Did Google say to use llms.txt? The opposite. Google confirmed it does not support llms.txt, and John Mueller compared it to the discredited keywords meta tag. Google does not use it for search.
Who should actually create an llms.txt file? Teams with developer documentation that AI coding tools read. IDE agents like Cursor and Claude Code fetch it to answer questions about your product accurately. That is the clearest real use case.
Does llms.txt hurt anything if I add it? No. It is a static text file with no downside beyond the time to maintain it. The risk is opportunity cost: treating it as an AEO priority when higher-impact work is going undone.
What is the difference between llms.txt and llms-full.txt? llms.txt is a curated index of links to your key pages, while llms-full.txt embeds clean Markdown versions of the content itself so a model can read the text without rendering a page. Both are part of the same proposal, and neither is supported by Google for search or shown to move AI citation odds in mid-2026.
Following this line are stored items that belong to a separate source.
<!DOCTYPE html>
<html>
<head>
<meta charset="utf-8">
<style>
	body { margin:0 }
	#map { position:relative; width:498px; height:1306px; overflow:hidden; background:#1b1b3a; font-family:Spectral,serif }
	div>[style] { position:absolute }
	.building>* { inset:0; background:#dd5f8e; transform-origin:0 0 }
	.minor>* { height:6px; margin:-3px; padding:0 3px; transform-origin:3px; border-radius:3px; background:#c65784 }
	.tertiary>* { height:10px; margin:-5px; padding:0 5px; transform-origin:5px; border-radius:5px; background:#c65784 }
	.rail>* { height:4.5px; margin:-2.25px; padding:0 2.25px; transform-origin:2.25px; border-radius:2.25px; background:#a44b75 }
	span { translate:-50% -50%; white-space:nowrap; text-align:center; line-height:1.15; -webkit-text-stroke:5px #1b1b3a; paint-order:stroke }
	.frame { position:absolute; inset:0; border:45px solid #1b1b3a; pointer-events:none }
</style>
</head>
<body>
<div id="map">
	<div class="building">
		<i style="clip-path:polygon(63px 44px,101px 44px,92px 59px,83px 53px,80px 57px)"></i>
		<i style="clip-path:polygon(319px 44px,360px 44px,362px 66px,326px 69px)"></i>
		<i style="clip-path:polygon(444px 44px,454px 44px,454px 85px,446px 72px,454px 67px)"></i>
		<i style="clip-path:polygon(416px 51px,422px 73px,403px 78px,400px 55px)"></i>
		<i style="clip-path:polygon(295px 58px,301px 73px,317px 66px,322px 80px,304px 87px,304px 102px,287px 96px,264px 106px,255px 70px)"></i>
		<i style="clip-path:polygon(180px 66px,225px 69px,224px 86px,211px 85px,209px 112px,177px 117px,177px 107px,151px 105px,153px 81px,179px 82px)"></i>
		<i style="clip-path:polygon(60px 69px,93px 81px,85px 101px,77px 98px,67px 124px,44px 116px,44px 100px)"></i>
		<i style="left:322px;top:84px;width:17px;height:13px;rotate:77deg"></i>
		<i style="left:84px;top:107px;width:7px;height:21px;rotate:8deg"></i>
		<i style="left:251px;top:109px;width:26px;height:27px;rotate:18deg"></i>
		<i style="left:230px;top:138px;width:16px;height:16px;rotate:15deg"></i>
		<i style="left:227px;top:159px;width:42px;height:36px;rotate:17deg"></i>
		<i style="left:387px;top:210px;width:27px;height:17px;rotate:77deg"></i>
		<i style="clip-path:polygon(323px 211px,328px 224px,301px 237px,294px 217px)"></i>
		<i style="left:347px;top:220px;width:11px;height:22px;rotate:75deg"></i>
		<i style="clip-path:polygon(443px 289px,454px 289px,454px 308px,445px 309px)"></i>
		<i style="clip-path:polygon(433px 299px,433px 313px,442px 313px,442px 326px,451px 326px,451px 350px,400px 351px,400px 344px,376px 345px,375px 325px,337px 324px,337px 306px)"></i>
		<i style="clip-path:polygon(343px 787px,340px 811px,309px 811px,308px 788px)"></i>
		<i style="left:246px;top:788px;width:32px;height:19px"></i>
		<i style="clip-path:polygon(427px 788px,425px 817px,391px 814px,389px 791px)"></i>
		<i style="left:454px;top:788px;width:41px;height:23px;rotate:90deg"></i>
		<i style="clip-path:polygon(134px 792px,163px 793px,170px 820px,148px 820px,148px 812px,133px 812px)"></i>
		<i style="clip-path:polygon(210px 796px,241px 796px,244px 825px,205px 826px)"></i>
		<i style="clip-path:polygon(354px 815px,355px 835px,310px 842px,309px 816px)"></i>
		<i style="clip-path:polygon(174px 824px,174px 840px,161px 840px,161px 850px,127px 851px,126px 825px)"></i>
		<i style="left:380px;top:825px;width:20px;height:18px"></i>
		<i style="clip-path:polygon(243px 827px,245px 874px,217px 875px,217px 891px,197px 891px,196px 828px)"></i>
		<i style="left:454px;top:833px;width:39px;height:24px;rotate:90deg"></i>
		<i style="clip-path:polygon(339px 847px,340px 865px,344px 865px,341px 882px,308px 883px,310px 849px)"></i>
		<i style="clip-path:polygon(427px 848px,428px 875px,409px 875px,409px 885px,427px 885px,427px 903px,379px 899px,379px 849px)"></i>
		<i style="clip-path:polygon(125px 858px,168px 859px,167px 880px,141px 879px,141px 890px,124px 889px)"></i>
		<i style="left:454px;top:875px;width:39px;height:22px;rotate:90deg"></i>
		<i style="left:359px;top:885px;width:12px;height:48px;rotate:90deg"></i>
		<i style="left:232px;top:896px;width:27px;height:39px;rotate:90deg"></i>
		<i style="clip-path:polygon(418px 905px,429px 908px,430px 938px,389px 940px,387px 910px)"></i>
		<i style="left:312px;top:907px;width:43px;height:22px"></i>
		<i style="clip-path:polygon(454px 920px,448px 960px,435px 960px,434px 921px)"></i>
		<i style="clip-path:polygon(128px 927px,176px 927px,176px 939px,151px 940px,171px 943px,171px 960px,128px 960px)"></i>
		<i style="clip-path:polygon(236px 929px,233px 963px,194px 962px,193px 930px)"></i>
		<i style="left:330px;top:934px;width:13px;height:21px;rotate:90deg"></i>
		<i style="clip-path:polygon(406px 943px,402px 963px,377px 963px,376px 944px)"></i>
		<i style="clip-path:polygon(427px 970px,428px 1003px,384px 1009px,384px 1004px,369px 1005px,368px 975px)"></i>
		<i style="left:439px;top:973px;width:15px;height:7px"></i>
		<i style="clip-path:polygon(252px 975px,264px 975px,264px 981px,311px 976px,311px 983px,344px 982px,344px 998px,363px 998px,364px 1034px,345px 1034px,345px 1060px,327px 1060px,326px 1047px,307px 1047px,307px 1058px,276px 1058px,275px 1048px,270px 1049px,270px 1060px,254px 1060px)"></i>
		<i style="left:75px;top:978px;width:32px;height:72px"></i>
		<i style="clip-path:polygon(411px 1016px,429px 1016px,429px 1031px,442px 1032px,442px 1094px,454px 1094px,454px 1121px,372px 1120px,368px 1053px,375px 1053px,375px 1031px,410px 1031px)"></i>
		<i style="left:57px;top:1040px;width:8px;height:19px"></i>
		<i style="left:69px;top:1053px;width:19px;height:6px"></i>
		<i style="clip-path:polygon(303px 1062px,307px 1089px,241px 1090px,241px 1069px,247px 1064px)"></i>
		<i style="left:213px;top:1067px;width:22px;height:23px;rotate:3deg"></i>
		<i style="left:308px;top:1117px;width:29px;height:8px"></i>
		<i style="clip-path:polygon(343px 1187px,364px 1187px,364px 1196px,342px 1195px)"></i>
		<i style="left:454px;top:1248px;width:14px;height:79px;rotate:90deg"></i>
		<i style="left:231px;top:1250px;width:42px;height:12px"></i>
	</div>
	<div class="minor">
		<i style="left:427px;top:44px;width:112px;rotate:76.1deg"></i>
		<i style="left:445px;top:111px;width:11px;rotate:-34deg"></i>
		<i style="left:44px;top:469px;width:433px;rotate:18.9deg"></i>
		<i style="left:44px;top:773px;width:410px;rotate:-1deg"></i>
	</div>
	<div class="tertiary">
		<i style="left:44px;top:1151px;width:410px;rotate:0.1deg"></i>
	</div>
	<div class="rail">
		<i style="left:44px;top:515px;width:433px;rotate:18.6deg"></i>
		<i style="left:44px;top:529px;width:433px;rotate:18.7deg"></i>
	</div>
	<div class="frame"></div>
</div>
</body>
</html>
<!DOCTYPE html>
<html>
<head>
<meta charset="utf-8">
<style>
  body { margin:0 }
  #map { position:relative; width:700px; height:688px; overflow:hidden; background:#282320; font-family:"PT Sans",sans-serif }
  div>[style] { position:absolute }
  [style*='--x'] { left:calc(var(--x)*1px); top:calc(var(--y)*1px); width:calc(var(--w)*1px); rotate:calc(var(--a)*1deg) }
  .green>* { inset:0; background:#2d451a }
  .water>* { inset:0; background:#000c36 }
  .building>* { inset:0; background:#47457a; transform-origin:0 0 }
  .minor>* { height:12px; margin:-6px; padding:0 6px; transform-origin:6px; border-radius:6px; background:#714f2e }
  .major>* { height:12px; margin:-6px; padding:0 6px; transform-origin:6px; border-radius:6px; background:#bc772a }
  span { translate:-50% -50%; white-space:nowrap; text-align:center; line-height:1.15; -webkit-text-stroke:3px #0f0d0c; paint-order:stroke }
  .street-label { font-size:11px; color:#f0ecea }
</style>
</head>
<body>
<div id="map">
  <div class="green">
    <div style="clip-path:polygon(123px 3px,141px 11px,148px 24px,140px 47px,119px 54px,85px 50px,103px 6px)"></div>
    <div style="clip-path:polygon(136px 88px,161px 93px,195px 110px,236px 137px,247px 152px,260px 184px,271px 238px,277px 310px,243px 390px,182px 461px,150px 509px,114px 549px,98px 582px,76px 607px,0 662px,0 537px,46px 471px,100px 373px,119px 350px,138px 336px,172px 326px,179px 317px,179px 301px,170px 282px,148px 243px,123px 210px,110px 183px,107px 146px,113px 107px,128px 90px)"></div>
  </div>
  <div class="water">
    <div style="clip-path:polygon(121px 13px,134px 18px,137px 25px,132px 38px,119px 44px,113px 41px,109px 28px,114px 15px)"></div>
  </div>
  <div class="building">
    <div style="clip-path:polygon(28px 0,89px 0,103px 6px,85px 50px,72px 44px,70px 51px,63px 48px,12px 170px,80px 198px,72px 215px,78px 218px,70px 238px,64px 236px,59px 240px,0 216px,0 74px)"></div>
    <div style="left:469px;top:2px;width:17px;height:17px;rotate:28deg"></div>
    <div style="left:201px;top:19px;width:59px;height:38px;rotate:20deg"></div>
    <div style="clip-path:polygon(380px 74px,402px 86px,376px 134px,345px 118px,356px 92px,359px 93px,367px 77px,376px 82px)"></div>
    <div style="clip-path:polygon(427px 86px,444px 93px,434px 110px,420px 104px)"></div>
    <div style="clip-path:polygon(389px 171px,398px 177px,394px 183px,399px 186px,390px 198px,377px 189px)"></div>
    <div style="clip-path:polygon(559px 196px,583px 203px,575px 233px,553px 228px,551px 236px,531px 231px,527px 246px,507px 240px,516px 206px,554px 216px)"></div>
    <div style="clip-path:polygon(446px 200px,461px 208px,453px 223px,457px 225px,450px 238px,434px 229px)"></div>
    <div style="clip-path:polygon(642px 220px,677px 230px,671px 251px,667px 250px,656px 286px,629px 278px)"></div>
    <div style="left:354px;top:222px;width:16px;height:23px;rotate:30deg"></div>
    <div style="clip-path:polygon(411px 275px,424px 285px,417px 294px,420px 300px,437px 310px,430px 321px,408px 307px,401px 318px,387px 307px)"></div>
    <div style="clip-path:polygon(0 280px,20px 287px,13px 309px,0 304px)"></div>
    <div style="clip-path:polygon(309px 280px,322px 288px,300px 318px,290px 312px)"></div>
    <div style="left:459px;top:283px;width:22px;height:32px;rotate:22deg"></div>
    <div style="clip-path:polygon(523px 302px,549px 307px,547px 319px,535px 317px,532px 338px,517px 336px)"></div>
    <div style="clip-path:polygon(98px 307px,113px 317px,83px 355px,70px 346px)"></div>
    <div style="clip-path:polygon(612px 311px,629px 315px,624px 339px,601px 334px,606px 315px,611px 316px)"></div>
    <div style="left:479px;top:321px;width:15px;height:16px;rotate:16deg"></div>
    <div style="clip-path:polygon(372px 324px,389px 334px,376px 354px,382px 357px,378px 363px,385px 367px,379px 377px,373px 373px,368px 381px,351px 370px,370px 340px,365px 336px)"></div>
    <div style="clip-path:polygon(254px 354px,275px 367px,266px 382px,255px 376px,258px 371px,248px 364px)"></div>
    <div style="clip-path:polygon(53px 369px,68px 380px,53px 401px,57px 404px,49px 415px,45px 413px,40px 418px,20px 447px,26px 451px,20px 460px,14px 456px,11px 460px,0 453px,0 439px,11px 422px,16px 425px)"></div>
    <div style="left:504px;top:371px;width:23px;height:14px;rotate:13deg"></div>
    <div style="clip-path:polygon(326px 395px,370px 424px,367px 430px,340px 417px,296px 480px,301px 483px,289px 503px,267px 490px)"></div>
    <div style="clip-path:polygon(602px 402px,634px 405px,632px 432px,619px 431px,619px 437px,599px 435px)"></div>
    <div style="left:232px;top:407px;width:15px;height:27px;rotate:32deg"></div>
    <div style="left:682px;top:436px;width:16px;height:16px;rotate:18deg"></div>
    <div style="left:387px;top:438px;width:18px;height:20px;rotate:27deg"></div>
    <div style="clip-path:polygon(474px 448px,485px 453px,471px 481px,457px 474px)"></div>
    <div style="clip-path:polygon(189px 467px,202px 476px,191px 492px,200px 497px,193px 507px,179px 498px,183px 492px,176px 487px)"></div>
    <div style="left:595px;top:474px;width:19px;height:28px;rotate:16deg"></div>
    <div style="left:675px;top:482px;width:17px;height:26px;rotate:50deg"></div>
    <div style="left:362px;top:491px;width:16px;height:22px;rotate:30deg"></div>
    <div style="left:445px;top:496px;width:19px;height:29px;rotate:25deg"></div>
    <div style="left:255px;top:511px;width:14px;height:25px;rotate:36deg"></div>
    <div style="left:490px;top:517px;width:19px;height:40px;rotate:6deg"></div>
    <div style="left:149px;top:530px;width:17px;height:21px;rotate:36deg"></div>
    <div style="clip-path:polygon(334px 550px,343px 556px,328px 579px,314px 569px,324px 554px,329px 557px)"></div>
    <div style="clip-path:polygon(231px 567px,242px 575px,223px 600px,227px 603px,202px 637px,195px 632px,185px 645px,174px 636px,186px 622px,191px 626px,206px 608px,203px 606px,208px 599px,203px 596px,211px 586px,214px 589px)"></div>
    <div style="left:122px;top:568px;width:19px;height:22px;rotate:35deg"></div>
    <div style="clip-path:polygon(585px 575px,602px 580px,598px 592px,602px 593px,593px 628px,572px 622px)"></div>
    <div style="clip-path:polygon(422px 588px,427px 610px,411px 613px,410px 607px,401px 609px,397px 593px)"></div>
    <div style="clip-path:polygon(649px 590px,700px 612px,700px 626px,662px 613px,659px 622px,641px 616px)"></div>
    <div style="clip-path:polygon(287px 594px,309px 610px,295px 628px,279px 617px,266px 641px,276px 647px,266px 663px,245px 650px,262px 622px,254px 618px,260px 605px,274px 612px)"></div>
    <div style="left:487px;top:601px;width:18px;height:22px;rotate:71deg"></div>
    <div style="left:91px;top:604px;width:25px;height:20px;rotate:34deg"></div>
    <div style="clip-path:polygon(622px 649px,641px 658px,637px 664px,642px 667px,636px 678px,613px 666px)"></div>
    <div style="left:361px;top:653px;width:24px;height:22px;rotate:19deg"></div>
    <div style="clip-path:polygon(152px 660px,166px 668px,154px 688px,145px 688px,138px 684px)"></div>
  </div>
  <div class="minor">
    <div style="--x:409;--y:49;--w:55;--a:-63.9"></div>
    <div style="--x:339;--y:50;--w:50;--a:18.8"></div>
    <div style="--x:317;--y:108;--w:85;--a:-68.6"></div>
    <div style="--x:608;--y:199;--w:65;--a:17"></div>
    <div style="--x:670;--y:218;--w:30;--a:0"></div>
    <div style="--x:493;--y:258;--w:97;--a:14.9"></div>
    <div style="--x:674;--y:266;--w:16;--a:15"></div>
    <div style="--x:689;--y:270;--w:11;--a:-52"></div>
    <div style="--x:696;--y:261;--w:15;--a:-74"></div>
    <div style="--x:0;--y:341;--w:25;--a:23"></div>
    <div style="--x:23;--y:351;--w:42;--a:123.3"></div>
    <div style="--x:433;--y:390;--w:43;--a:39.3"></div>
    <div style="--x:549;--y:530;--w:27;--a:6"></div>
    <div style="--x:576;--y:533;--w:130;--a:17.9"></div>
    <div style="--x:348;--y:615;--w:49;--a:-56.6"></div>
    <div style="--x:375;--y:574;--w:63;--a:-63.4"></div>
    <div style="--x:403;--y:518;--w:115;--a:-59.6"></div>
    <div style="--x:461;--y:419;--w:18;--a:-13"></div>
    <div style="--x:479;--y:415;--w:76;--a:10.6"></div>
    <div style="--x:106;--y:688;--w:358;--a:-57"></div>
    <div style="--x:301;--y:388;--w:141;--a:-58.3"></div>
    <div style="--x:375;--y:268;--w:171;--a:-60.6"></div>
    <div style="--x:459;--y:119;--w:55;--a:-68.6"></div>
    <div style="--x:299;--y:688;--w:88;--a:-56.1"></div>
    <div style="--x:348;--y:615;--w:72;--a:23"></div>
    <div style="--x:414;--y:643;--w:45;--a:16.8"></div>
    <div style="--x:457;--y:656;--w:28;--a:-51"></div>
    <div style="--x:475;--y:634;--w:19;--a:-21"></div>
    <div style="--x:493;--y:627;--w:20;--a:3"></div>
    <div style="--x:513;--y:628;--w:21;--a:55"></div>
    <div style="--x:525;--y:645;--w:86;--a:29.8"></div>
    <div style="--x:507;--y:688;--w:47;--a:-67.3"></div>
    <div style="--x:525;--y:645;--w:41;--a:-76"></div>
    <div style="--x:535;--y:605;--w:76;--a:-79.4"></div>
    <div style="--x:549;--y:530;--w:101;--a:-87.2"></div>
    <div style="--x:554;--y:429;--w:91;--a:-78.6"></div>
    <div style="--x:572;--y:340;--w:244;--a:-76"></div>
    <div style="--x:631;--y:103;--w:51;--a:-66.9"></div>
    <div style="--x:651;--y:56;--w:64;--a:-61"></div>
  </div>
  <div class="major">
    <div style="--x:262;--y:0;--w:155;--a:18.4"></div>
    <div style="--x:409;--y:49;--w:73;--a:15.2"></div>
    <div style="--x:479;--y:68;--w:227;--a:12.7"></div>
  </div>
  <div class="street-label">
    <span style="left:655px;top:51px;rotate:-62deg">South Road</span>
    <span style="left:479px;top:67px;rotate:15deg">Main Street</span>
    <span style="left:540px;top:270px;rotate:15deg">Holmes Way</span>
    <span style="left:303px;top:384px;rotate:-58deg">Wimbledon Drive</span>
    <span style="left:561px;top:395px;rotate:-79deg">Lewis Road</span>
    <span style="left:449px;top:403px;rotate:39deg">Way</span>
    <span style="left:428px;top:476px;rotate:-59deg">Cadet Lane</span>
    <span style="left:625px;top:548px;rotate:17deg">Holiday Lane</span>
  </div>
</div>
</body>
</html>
If llms.txt does not help, what should I do instead? Spend the effort on signals engines actually use. Confirm AI crawlers can reach your pages in robots.txt, keep a current sitemap, structure each page to answer a specific question in its first lines, add accurate FAQ and Article schema, back claims with data, and earn mentions on trusted third-party sources. Those moves are documented to influence citations in a way llms.txt is not.